What is required: Pick out all lines with the word "turn" from the records that follow.

Data items:
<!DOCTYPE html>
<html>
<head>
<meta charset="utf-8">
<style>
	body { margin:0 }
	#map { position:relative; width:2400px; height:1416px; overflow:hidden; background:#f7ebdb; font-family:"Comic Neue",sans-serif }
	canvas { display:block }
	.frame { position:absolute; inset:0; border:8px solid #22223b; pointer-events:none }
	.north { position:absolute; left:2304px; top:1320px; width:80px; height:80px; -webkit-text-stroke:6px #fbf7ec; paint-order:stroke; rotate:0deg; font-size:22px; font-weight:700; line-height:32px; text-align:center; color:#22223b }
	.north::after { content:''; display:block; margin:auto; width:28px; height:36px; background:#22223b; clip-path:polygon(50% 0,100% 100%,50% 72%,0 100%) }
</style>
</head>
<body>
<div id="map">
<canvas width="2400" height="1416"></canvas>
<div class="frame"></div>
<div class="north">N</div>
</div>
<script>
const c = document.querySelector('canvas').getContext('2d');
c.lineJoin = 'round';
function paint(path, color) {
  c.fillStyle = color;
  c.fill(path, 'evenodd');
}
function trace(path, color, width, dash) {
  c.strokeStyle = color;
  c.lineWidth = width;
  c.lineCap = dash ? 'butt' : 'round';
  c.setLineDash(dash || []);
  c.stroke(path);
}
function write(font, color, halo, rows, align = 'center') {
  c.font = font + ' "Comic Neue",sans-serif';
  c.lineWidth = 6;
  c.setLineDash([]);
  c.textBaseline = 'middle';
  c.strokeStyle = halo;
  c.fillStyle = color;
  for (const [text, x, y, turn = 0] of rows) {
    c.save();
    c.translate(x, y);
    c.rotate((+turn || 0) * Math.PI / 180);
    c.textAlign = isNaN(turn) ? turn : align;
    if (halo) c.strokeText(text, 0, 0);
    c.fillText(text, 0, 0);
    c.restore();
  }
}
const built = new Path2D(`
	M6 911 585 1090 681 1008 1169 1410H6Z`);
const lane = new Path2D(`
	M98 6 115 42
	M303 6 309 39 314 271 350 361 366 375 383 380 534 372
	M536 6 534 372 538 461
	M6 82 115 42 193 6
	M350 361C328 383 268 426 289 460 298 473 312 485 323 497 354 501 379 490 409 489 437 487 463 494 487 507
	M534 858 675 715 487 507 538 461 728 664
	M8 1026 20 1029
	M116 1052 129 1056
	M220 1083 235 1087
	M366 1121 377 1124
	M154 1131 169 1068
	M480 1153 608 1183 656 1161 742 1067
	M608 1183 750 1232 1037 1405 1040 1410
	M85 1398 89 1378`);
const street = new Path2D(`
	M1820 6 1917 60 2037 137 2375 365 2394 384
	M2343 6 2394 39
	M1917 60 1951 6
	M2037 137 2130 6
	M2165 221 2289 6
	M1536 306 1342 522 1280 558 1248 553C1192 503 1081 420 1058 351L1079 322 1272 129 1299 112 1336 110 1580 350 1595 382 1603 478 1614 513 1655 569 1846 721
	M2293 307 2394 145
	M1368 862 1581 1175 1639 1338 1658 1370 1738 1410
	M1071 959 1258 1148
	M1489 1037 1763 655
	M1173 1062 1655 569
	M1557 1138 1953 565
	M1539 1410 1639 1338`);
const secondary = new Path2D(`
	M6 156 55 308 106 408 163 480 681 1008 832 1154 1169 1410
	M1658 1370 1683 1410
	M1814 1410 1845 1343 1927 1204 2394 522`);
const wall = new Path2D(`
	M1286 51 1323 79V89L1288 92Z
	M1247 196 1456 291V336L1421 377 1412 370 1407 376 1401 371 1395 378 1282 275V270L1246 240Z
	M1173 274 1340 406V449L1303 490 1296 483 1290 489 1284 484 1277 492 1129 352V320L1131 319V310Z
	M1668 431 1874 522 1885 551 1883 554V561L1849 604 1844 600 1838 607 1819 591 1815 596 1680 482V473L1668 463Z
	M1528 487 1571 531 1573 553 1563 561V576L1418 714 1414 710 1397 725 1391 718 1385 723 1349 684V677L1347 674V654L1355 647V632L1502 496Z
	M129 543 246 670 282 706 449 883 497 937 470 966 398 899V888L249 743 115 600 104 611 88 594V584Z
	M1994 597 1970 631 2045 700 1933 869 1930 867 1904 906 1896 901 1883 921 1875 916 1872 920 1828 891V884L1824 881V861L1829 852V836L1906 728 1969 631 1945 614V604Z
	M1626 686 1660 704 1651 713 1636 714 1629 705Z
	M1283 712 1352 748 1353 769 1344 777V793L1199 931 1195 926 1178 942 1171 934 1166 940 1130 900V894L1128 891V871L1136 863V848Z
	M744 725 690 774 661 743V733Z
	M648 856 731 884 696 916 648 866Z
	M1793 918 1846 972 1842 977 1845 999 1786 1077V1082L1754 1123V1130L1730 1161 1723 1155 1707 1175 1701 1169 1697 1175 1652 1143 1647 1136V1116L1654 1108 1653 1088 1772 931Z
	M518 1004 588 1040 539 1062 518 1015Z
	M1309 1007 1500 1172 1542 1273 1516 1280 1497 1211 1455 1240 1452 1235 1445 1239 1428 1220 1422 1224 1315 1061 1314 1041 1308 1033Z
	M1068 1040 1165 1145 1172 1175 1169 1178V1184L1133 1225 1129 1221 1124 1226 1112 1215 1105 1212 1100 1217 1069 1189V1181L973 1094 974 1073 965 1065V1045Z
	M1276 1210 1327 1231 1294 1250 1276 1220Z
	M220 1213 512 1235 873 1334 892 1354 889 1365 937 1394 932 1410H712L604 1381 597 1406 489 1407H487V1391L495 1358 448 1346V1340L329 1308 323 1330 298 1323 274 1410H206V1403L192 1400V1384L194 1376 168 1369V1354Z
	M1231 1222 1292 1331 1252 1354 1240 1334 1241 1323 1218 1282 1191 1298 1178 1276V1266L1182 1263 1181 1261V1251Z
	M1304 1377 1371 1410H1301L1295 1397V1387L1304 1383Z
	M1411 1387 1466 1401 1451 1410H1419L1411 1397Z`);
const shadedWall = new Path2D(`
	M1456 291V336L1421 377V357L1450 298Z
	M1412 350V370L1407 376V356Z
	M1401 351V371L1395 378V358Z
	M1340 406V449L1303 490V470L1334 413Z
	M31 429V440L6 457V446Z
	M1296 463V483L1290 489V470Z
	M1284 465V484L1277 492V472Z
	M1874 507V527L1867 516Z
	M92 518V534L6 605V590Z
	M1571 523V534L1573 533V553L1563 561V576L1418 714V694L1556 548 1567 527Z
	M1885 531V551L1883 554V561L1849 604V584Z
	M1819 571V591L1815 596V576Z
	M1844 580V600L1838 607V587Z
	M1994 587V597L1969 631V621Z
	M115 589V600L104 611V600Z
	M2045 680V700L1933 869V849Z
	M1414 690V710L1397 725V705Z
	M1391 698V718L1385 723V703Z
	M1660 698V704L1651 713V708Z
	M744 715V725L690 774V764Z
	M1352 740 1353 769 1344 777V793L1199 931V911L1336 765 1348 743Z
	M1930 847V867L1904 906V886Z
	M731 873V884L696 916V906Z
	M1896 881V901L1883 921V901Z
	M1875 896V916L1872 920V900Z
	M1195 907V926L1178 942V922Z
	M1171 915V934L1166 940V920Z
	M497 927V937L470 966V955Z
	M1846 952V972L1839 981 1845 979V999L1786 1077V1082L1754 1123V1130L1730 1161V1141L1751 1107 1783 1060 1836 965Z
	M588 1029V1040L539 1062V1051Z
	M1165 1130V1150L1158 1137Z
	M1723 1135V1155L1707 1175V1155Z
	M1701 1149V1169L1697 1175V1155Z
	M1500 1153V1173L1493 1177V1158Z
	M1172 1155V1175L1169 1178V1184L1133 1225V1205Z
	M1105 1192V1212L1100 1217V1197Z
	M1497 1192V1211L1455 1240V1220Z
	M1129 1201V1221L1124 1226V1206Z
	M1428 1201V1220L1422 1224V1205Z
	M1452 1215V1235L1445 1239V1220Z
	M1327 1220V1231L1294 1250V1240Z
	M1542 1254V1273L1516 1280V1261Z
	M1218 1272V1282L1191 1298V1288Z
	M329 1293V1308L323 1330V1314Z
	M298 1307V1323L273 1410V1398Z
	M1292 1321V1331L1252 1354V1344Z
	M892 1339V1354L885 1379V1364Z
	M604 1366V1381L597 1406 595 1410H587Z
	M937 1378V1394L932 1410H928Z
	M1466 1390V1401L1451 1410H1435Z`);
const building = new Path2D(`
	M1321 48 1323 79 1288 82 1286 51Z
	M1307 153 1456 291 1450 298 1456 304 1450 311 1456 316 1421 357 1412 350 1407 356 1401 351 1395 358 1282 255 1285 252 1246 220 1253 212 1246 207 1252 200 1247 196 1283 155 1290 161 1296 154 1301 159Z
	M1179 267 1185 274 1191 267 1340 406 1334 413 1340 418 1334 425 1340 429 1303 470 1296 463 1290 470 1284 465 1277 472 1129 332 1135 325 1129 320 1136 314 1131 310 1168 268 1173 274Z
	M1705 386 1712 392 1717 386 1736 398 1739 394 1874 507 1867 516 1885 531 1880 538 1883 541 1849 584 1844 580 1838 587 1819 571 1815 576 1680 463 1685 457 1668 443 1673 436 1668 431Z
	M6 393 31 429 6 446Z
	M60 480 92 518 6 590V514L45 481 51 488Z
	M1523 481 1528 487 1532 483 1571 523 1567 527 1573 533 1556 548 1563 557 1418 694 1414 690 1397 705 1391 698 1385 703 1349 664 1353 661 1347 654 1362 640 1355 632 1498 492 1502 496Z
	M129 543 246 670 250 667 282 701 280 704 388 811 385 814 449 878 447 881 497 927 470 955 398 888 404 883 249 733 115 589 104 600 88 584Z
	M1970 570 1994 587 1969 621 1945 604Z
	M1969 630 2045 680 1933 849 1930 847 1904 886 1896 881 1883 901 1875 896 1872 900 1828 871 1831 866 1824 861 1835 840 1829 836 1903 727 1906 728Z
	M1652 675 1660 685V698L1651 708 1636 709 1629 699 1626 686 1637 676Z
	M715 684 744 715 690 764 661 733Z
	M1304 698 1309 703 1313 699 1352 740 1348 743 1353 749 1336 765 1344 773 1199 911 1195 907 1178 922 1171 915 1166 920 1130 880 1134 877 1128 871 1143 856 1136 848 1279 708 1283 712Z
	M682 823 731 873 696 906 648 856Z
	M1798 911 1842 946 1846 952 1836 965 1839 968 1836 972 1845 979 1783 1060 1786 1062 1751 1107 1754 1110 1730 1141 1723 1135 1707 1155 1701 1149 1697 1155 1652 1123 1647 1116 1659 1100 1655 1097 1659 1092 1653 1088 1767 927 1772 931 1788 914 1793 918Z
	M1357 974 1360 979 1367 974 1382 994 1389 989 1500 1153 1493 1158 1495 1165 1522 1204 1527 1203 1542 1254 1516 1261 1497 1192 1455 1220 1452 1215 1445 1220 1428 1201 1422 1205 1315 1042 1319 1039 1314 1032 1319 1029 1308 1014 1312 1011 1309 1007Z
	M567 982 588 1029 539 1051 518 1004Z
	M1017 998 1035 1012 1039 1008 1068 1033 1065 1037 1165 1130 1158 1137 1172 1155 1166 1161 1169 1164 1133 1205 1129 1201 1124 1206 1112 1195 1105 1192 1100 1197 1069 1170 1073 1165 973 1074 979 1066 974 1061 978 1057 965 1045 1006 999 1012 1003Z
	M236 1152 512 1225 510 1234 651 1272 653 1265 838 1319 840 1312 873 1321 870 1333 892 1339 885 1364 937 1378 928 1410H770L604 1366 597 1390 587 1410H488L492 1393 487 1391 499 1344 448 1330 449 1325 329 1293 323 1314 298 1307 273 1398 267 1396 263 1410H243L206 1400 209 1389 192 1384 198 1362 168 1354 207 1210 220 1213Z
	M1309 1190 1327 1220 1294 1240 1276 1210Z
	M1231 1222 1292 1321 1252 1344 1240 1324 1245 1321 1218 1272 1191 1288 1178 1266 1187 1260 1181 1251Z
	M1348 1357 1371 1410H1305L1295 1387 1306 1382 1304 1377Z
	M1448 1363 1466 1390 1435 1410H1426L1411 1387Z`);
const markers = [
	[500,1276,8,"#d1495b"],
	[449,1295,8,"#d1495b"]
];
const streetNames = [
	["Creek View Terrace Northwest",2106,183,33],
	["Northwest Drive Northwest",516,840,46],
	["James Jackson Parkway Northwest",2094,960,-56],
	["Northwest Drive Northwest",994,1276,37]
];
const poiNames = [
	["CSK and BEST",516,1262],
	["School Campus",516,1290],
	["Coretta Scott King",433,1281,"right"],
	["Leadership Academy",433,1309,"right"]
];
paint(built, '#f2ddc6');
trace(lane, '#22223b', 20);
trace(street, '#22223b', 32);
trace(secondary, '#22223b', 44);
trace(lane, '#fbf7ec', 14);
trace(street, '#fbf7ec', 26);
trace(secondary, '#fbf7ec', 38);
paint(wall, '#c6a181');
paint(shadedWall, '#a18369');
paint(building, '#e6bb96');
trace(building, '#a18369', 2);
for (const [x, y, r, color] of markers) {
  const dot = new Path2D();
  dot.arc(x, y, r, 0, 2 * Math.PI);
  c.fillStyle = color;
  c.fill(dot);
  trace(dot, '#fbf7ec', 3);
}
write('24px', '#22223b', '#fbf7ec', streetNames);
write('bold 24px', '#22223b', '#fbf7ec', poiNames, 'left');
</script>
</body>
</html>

Written answer:
  for (const [text, x, y, turn = 0] of rows) {
    c.rotate((+turn || 0) * Math.PI / 180);
    c.textAlign = isNaN(turn) ? turn : align;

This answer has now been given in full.